Stored items:
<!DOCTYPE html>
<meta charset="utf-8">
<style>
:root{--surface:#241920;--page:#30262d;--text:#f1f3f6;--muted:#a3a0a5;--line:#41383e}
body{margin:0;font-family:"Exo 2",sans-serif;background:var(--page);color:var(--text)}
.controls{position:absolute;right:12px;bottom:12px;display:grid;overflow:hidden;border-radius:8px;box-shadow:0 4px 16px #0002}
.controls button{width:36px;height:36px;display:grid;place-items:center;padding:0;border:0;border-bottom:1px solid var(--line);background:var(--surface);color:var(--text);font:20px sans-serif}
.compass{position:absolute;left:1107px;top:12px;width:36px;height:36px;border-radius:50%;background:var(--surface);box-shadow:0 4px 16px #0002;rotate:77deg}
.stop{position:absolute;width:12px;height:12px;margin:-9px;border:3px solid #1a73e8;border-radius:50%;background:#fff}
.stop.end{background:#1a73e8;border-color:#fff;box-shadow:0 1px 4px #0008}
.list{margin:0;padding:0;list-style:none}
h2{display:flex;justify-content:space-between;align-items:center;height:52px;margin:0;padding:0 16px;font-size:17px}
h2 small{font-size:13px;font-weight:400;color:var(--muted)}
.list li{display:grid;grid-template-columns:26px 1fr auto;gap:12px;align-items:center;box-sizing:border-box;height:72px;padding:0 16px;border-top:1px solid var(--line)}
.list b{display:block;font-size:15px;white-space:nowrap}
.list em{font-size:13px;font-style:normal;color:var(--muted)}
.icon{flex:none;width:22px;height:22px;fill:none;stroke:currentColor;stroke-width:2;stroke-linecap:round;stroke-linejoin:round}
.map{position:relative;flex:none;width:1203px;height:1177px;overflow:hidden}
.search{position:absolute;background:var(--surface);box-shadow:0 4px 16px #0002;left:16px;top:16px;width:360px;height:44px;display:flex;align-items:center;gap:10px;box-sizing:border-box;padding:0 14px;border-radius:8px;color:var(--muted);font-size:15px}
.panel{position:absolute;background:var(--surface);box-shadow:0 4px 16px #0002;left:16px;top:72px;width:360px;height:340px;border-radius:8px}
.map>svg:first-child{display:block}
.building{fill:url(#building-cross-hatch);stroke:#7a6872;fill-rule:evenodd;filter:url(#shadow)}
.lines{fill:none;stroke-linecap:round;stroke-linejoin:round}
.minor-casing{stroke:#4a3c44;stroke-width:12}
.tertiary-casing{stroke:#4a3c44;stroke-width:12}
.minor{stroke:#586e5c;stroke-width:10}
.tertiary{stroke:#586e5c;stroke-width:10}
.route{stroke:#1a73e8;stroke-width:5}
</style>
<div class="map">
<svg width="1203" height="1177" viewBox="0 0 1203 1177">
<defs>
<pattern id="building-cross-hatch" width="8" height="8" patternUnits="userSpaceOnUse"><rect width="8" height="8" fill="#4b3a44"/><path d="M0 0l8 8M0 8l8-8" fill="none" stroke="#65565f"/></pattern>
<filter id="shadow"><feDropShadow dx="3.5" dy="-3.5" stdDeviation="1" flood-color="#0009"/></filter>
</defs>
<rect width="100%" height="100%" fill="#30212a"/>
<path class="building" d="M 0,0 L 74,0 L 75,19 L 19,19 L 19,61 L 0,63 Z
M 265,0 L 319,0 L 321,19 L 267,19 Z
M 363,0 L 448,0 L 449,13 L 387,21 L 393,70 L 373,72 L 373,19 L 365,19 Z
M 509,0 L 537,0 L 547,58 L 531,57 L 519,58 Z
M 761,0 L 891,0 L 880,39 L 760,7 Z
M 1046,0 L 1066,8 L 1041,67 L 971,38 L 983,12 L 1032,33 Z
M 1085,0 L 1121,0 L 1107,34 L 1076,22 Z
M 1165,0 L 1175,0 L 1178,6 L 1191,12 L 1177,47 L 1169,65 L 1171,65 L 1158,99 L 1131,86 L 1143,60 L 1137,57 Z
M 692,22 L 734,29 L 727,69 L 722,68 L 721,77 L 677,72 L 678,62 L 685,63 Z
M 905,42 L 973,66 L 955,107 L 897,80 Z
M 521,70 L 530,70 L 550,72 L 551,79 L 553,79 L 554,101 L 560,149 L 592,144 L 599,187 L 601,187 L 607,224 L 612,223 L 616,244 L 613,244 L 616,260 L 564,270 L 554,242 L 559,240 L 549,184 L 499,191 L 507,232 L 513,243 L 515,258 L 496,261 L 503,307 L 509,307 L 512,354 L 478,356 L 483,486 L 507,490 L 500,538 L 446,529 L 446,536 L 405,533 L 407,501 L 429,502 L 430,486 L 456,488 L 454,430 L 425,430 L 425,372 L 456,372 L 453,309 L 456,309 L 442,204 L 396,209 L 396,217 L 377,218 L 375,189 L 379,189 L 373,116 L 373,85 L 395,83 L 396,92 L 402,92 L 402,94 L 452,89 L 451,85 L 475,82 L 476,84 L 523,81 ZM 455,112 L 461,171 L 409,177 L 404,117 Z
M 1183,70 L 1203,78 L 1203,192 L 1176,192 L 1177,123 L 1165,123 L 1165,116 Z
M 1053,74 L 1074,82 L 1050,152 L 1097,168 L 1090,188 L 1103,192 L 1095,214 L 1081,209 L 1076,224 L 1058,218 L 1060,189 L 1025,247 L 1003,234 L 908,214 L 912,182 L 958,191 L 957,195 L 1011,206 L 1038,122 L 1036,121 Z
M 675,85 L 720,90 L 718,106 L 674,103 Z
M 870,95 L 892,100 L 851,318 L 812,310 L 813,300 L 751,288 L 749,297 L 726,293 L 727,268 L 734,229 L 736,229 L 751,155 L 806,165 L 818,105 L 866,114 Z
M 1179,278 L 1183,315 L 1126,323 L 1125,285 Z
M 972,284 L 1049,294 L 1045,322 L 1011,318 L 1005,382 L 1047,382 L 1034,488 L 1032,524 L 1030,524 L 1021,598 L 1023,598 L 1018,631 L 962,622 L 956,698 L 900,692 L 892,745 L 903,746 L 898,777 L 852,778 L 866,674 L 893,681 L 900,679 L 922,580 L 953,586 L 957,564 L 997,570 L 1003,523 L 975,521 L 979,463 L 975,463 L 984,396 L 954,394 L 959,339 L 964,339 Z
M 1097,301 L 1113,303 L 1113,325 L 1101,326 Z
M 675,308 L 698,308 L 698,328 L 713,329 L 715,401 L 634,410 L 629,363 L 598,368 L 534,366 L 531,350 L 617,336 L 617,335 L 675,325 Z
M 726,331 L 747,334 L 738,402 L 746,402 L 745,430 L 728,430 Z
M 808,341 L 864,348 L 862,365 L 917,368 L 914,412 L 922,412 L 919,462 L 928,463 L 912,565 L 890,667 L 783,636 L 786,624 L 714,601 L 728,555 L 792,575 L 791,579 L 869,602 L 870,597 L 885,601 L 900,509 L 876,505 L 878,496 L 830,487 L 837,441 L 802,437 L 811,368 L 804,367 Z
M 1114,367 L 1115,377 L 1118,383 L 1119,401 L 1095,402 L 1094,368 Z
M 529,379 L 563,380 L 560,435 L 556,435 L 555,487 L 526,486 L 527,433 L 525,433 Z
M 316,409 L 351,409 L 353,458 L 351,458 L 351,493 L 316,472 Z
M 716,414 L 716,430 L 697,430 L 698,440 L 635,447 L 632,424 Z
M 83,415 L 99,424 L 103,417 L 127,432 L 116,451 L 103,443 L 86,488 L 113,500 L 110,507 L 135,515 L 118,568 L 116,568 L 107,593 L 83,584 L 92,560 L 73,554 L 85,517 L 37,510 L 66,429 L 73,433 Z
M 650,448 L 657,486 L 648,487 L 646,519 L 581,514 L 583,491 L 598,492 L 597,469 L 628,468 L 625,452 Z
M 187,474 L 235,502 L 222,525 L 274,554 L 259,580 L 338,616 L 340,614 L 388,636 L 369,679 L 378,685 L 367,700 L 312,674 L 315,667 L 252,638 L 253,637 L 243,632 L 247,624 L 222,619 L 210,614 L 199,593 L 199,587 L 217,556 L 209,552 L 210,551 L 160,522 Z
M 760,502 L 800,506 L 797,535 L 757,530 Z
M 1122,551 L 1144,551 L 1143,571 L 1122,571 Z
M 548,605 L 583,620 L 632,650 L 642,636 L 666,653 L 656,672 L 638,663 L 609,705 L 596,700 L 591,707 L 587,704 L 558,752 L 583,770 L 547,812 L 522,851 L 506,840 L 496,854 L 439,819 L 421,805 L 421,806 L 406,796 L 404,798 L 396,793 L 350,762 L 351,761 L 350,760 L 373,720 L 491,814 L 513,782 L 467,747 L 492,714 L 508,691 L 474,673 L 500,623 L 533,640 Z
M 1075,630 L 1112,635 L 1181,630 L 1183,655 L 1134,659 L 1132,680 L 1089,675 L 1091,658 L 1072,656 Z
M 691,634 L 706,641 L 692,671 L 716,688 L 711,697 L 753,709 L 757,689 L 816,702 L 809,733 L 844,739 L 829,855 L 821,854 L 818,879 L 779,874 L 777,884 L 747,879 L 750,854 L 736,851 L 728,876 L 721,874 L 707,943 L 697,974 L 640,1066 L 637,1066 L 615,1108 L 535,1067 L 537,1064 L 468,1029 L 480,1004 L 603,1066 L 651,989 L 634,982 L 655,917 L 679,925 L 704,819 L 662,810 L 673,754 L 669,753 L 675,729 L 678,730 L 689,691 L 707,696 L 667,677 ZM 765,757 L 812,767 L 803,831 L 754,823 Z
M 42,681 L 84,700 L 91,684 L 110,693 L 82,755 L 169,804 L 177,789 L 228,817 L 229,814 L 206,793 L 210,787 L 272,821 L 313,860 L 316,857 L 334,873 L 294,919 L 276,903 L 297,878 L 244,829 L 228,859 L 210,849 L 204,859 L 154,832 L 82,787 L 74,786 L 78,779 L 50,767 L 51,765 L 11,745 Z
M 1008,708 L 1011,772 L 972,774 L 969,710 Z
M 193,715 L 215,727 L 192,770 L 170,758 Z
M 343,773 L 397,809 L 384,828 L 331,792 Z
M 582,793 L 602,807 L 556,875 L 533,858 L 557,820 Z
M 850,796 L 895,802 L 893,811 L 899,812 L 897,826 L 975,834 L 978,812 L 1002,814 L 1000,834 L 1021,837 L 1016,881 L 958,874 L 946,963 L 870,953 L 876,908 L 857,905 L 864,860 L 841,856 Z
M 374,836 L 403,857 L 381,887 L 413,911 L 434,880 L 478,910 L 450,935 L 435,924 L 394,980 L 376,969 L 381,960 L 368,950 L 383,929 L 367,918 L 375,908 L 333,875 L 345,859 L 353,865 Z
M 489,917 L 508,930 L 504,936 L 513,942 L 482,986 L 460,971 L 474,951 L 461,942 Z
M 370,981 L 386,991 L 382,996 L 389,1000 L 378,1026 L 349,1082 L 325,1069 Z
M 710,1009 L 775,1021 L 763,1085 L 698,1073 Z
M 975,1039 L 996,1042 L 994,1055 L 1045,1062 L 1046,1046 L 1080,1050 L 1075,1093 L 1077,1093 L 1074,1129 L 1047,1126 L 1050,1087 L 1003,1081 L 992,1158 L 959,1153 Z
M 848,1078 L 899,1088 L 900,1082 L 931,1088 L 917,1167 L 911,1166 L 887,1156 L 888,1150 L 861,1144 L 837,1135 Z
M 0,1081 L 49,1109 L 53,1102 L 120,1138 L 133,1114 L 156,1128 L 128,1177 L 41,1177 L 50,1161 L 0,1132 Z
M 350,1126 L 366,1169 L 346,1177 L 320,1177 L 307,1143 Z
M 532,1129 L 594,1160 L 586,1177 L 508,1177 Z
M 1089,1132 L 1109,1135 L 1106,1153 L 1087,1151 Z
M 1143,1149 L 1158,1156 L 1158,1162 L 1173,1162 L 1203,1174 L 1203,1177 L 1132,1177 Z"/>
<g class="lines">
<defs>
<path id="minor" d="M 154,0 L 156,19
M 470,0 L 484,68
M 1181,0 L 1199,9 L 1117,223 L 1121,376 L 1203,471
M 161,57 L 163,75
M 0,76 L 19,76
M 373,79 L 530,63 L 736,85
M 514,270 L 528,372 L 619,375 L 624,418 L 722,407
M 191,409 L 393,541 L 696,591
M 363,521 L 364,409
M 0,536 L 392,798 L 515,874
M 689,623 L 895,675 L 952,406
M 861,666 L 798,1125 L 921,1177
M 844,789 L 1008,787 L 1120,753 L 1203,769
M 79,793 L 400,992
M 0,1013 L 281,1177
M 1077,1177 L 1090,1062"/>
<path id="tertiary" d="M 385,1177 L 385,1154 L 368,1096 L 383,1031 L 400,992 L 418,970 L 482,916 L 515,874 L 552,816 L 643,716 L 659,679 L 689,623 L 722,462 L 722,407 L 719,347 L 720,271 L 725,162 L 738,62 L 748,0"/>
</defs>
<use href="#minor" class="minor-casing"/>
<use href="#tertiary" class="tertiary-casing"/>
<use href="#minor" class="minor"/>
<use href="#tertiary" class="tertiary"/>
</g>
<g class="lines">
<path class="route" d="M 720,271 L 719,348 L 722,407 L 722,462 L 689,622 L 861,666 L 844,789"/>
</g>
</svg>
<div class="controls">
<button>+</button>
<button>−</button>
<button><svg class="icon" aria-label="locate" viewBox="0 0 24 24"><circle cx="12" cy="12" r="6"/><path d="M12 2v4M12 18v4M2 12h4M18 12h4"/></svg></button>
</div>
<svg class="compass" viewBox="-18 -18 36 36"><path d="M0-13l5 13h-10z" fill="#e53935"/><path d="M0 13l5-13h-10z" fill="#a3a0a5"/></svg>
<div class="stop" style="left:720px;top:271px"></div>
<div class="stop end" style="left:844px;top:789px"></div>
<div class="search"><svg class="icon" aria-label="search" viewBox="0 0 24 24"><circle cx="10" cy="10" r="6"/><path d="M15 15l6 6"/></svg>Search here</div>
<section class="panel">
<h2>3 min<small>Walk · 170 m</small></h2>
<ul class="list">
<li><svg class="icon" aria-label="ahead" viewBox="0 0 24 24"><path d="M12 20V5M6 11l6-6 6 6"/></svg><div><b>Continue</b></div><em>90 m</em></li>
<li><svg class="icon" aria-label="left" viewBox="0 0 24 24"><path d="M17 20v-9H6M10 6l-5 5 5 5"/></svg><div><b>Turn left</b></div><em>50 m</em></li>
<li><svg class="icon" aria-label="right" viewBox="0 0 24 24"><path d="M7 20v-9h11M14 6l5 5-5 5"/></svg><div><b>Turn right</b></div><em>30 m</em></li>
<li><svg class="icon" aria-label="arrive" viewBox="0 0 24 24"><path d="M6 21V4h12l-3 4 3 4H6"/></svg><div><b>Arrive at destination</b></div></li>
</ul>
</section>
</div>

**What you need to do:** Look through the data above and report every line in which "serif" appears.

**Solution for this problem:**
body{margin:0;font-family:"Exo 2",sans-serif;background:var(--page);color:var(--text)}
.controls button{width:36px;height:36px;display:grid;place-items:center;padding:0;border:0;border-bottom:1px solid var(--line);background:var(--surface);color:var(--text);font:20px sans-serif}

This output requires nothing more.